A la naissance, un bébé est capable de distinguer et répéter tous les sons qui existent dans toutes les langues humaines. Puis, à force de n’en entendre que certains, il va sélectionner sa phonétique et apprendre la langue parlée autour de lui.

Autour de moi on parlait hongrois. Mes grands-parents sont arrivés en France à 67 et 64 ans, ils ont juste appris des phrases simples, des mots pour la vie quotidienne. Ce sont eux qui me gardaient pendant que mes parents travaillaient. Mes parents quant à eux étaient en France depuis 10 ans quand je suis née, ils parlaient bien le français mais avec des fautes. Il était évident pour eux de s’adresser à ma soeur et à moi en hongrois pour éviter de nous apprendre leurs erreurs.
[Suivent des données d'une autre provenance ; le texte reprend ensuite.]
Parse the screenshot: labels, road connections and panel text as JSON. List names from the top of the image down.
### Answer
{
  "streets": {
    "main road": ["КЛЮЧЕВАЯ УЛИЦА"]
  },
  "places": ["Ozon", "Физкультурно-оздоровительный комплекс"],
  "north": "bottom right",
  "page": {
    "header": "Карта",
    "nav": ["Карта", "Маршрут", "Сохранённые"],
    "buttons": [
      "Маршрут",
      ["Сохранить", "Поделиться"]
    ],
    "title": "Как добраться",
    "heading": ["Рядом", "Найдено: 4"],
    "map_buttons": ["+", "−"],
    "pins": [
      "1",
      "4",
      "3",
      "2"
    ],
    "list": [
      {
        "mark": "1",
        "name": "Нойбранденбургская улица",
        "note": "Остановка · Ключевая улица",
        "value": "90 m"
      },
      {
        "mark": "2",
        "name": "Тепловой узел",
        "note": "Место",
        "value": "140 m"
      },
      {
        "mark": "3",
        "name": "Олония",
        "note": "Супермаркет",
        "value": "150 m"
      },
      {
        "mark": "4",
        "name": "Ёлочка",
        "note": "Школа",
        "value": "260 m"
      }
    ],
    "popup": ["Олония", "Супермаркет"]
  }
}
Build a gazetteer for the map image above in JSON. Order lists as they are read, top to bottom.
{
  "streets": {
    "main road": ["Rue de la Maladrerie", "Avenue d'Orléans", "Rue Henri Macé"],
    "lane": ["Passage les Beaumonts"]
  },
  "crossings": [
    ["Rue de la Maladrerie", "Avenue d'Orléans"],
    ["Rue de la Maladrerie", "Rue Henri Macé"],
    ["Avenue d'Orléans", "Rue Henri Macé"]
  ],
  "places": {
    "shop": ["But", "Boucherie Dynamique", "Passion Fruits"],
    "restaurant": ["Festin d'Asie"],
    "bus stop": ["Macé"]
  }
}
Un beau jour, paraît-il, lors d’une promenade avec ma grand-mère, j’ai voulu communiquer avec un enfant de mon âge. On ne s’est pas compris, j’ai fondu en larmes. Une voisine a dit à mes parents qu’elle allait m’apprendre le français. C’était avant l’entrée en maternelle. Un beau jour, voilà : »Domi parle français ! », a dit la voisine.

J’entre à l’école française, je suis bilingue.

Pas si simple !

A la maison, je parle hongrois. A l’extérieur, je parle français. Je crois que j’imite spontanément mon interlocuteur et fais ainsi la différence, mais au fond, je ne sais pas du tout par quel mécanisme je réalise ce tour…

Une division s’opère vite en moi : les mots qui recouvrent une réalité quotidienne familiale ne me viennent qu’en hongrois, les mots de l’école, de plus en plus nombreux, en français.

Alors, peut-on encore dire que le hongrois est ma langue maternelle, avec son pauvre vocabulaire qui s’enrichit au ralenti ? Le véritable apprentissage excitant se produit à l’école, avec tous ces mots et expressions dans les poèmes et les extraits de roman. J’adore lire et Maman m’y encourage car elle aussi, elle a la littérature pour passion. A l’âge où mes cousins commencent à lire et à écrire en hongrois, moi je ne fais que parler. Pour dire quoi ? Ce que j’ai envie de manger, comment je me sens, des choses basiques. Heureusement, je vais apprendre à lire et à écrire avec ma grand-mère et un ouvrage édité par l’Association Mondiale des Hongrois et qui nous est destiné, à nous les enfants de l’émigration.

A 10 ans, je fais un séjour dans un camp d’été pour les enfants au bord du lac Balaton. Je reviens en ayant appris quelques gros mots, des chansons communistes et des jeux hongrois. Mon vocabulaire stagne en réalité, alors qu’en français je le développe avec délectation. En plus, le « r » français prédomine, je ne roule plus les « r » en hongrois, quel vilain accent ! J’emploie les déclinaisons comme je peux, ne les ayant jamais apprises. Timide, je parle peu en compagnie, même en français, là du coup ça m’arrange bien.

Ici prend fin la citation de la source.